Excerpts from a dataset:
========

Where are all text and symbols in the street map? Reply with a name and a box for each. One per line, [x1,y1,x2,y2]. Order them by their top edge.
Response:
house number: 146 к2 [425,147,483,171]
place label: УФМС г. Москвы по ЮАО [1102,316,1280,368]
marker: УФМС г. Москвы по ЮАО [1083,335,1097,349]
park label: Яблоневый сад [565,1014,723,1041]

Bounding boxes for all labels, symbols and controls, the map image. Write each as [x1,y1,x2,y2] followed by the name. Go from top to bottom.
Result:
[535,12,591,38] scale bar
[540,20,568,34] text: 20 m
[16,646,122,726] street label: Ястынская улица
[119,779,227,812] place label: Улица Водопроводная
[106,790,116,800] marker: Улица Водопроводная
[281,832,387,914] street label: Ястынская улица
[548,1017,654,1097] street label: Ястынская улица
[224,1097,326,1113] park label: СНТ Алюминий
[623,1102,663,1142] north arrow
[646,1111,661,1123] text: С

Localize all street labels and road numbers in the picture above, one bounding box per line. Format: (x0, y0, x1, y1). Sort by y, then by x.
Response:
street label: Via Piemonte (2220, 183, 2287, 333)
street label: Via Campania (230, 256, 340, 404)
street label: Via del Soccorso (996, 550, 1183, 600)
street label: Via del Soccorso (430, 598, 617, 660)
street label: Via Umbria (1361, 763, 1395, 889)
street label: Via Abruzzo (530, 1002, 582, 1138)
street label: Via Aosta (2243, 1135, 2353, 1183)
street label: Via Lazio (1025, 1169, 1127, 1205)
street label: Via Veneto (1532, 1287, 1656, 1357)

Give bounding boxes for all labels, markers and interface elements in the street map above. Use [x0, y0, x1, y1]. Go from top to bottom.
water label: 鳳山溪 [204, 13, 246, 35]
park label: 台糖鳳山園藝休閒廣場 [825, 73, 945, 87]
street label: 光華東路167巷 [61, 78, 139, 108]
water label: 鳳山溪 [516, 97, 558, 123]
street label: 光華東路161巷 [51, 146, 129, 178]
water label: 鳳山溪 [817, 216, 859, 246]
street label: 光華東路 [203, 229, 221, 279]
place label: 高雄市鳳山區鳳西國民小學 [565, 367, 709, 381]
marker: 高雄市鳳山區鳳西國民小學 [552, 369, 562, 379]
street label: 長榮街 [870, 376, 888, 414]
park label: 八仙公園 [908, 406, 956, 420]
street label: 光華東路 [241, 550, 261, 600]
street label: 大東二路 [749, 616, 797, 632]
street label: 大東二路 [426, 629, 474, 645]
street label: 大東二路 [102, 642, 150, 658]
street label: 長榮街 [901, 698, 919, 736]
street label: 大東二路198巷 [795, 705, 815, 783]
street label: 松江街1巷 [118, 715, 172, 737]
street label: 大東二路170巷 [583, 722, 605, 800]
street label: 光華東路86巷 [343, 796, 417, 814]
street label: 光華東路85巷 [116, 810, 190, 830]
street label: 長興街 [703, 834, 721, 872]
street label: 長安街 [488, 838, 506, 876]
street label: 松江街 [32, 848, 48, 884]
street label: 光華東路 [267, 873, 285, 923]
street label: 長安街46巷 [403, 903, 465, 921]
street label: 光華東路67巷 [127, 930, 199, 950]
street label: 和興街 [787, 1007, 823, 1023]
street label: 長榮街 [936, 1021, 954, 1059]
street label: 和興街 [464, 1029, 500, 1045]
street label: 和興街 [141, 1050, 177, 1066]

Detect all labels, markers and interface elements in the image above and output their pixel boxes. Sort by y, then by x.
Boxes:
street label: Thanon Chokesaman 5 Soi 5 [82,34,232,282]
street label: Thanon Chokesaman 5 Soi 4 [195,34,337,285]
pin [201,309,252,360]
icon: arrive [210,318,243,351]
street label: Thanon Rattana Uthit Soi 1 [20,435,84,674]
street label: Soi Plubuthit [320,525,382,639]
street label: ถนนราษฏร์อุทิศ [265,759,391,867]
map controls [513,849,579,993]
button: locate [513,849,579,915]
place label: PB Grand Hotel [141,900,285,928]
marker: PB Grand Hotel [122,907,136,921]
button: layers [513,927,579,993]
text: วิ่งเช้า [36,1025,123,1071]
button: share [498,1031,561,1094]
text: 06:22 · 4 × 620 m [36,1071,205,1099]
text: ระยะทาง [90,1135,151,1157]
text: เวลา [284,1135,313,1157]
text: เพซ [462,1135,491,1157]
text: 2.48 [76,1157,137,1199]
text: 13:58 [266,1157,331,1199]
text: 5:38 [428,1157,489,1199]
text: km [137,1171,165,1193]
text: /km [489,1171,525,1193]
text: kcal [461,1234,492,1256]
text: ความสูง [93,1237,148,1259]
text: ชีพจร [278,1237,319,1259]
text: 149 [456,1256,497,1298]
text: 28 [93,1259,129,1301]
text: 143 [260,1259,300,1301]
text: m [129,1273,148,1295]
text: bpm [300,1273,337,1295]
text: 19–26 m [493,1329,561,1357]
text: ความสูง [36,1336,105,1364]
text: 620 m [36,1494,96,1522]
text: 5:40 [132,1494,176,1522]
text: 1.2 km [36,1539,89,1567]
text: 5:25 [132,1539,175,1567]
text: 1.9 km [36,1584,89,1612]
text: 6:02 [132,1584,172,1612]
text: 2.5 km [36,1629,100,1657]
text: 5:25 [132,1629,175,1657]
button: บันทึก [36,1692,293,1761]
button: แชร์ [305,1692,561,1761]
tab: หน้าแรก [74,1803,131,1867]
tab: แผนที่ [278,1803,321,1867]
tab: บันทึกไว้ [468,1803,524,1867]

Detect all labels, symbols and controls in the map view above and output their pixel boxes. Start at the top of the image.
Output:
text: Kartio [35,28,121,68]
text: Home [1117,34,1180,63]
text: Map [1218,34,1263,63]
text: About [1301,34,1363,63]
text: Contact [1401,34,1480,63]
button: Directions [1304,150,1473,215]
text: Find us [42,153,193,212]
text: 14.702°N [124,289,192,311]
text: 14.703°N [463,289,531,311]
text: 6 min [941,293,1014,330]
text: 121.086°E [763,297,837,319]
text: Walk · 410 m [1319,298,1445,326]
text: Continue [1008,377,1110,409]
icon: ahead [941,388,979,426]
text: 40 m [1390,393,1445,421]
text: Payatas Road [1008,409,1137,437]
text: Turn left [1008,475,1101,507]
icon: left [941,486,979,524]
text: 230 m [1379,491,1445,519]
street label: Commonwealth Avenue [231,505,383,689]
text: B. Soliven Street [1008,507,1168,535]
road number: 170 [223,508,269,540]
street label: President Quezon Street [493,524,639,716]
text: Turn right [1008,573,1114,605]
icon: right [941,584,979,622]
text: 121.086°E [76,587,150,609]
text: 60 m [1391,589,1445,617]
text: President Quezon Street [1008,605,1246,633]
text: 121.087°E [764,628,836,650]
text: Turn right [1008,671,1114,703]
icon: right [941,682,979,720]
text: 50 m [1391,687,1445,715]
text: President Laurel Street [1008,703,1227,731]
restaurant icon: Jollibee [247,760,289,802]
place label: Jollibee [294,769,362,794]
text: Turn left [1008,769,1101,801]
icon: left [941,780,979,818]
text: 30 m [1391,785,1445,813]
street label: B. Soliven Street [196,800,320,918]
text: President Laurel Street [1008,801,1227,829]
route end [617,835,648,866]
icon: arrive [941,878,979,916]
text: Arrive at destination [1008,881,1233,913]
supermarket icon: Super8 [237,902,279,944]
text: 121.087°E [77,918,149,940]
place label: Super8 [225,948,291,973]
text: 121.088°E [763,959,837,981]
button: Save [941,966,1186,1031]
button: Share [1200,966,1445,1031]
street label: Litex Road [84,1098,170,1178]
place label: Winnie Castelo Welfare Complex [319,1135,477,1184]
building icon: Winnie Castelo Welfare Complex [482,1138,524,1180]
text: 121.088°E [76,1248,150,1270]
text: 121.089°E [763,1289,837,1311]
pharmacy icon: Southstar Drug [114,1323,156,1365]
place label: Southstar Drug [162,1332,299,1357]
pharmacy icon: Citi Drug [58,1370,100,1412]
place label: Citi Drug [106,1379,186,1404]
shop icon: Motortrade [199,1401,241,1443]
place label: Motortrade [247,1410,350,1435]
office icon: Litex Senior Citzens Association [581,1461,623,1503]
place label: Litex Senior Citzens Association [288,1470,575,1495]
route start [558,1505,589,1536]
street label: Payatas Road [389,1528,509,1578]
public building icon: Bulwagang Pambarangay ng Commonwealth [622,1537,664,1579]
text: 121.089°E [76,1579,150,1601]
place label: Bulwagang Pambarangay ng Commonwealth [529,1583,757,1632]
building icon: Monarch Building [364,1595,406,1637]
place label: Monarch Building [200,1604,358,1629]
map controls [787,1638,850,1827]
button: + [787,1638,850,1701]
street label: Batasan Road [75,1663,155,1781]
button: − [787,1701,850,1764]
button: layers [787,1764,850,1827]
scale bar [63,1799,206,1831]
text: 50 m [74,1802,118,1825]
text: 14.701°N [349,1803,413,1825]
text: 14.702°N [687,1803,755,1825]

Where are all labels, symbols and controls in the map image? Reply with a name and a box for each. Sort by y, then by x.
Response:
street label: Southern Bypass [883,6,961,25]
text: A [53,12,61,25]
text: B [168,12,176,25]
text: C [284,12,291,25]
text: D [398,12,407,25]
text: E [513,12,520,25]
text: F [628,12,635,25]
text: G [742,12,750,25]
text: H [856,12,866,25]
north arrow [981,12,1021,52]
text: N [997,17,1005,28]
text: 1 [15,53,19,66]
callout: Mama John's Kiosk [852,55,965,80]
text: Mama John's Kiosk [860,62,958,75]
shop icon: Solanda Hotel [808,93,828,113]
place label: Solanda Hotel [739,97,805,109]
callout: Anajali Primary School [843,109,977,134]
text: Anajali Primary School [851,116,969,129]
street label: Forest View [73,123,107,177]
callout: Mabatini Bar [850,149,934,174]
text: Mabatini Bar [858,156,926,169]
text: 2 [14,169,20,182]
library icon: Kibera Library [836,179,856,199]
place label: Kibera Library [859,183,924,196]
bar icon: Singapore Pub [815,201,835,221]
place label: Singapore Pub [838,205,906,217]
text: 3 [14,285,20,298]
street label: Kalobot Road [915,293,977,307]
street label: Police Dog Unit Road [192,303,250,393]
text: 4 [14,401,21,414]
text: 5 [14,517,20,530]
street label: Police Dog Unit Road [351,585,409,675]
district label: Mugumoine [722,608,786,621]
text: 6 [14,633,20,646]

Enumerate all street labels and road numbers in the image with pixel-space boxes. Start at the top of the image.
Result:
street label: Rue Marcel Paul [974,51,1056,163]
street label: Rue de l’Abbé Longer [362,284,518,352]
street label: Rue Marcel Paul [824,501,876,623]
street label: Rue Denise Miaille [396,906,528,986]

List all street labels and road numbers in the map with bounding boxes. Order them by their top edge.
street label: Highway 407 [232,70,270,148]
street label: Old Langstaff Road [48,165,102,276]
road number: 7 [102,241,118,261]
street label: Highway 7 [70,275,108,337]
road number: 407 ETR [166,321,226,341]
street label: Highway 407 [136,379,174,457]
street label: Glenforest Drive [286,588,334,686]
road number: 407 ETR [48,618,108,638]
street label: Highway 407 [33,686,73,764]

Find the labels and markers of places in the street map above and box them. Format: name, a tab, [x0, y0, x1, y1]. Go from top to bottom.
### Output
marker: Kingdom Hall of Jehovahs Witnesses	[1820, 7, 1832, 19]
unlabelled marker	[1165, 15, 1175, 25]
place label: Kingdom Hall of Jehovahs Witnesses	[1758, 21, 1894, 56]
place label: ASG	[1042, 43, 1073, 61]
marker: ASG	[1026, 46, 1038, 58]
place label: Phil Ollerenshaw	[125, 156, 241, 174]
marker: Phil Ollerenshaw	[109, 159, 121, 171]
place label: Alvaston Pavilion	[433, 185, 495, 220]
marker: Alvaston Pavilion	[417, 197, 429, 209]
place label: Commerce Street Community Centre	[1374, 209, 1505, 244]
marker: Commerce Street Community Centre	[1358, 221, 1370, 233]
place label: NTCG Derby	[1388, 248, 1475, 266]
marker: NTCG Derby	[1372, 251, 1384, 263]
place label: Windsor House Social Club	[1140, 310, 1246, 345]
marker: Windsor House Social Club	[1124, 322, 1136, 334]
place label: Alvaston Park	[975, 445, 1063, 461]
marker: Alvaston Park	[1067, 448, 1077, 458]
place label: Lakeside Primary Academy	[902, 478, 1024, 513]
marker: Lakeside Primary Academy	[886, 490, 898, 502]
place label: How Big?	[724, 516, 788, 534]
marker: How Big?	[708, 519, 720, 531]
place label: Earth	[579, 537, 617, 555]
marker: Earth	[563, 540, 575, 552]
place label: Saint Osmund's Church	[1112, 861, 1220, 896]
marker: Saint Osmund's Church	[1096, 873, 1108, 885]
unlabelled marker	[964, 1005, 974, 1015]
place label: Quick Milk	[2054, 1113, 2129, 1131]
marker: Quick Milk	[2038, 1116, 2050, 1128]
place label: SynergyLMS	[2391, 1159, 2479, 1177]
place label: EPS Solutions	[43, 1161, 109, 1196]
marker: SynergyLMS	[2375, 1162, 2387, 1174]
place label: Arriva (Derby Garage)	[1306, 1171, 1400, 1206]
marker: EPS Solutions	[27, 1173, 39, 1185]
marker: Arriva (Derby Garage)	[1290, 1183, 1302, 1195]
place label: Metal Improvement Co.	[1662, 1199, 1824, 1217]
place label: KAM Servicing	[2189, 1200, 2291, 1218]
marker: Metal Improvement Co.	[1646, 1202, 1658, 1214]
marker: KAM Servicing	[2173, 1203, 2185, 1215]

========

:: What you are asked to do ::
Using the records above, filter out every line that lacks the string "Hotel" and copy the rest.

:: Task solution ::
place label: PB Grand Hotel [141,900,285,928]
marker: PB Grand Hotel [122,907,136,921]
shop icon: Solanda Hotel [808,93,828,113]
place label: Solanda Hotel [739,97,805,109]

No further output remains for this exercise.